Hello Friends! I hope you are enjoying this amazing journey of AWS complete tutorial series. We at Daily Code Buffer, always try to give you the quality content based on current industry standards and requirements. Following the same expectation, we are here to represent the next important chapter that is: Relational Databases Systems(RDS) and DynamoDB services in AWS. We highly recommend that if you are new here, you can always start from the beginning of this amazing tutorial series of AWS by clicking here.
In this chapter, we will cover the following topics:
- Introduction to Database
- Relational Database Management Services
- NoSQL databases
- AWS Database service overview
- Amazon Aurora DB
- Amazon Aurora Vs. MySQL
- Maria DB
- Microsoft SQL Server
- MySQL
- Oracle
- PostgreSQL
- Creating an Amazon RDS MySQL DB instance
- Monitoring RDS instances
- Creating a snapshot
- Introduction to DynamoDB
- Primary Keys
- Secondary indexes
- Create a DynamoDB table
- Setting auto-scaling while creating a table
- Query and Scan DynamoDB table
Introduction to Database:
- A database engine allows your application to access, manage, and search large volumes of data records.

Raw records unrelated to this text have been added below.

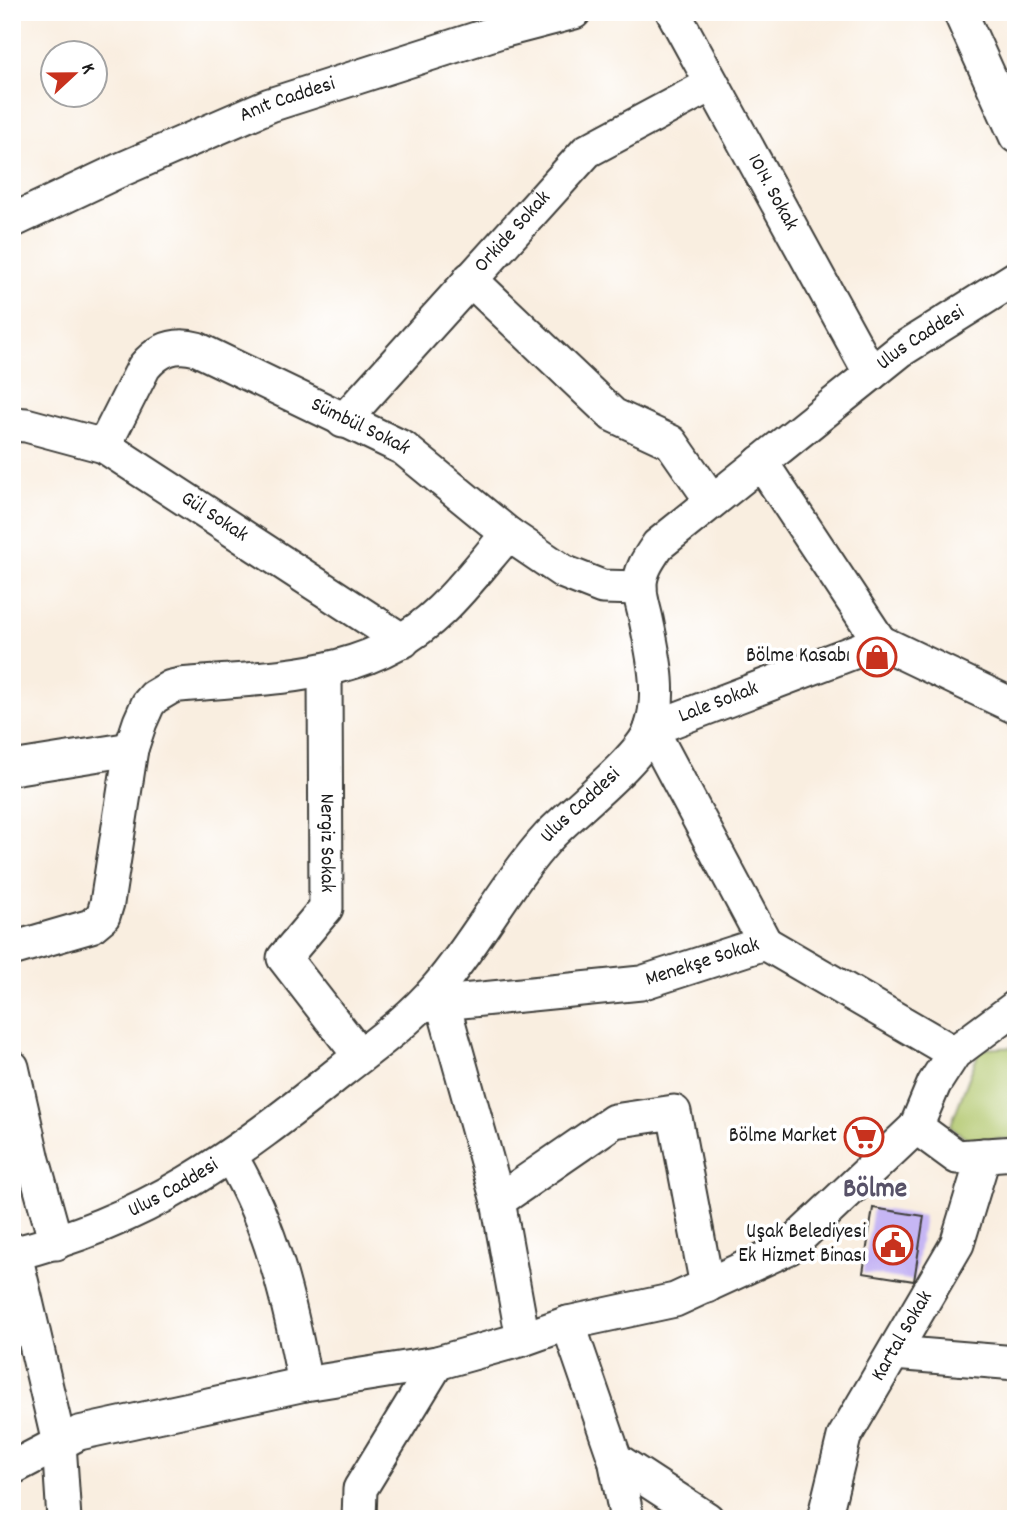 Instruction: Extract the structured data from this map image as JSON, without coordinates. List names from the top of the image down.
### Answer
{
  "streets": {
    "street": [
      "Anıt Caddesi",
      "1014. Sokak",
      "Orkide Sokak",
      "Ulus Caddesi",
      "Sümbül Sokak",
      "Gül Sokak",
      "Lale Sokak",
      "Nergiz Sokak",
      "Menekşe Sokak",
      "Kartal Sokak"
    ]
  },
  "crossings": [
    ["1014. Sokak", "Orkide Sokak"],
    ["1014. Sokak", "Ulus Caddesi"],
    ["Orkide Sokak", "Sümbül Sokak"],
    ["Ulus Caddesi", "Sümbül Sokak"],
    ["Ulus Caddesi", "Lale Sokak"],
    ["Ulus Caddesi", "Nergiz Sokak"],
    ["Ulus Caddesi", "Menekşe Sokak"],
    ["Sümbül Sokak", "Gül Sokak"]
  ],
  "districts": ["Bölme"],
  "places": {
    "shop": ["Bölme Kasabı"],
    "supermarket": ["Bölme Market"],
    "public building": ["Uşak Belediyesi Ek Hizmet Binası"]
  },
  "north": "right"
}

- In a well-architected application, the database will need to meet the performance demands, the availability needs, and the recoverability characteristics of the system.
- Generally, database systems and engines can be grouped into two broad categories:
- Relational Database Management Systems (RDBMS)
- NoSQL (or non-relational) databases.
Relational Database Management Services:
- The relational database has roots going back to the 1970s when Edgar F. Codd, working for IBM, developed the concepts of the relational model.
- Today, relational databases power all types of applications from social media apps, e-commerce websites, and blogs to complex enterprise applications.
- Commonly used relational database software packages include MySQL, PostgreSQL, Microsoft SQL Server, and Oracle.
- Relational databases provide a common interface that lets users read and write from the database using commands or queries written using Structured Query Language (SQL). A relational database consists of one or more tables, and a table consists of columns and rows similar to a spreadsheet.
- A database column contains a specific attribute of the record, such as an empId, empName, empContactNo, etc…
- Each attribute is assigned a data type such as text, number, or date, and the database engine will reject invalid inputs.
NoSQL databases:
- NoSQL databases are often simpler to use, more flexible and can achieve performance levels that are difficult or impossible with traditional relational databases.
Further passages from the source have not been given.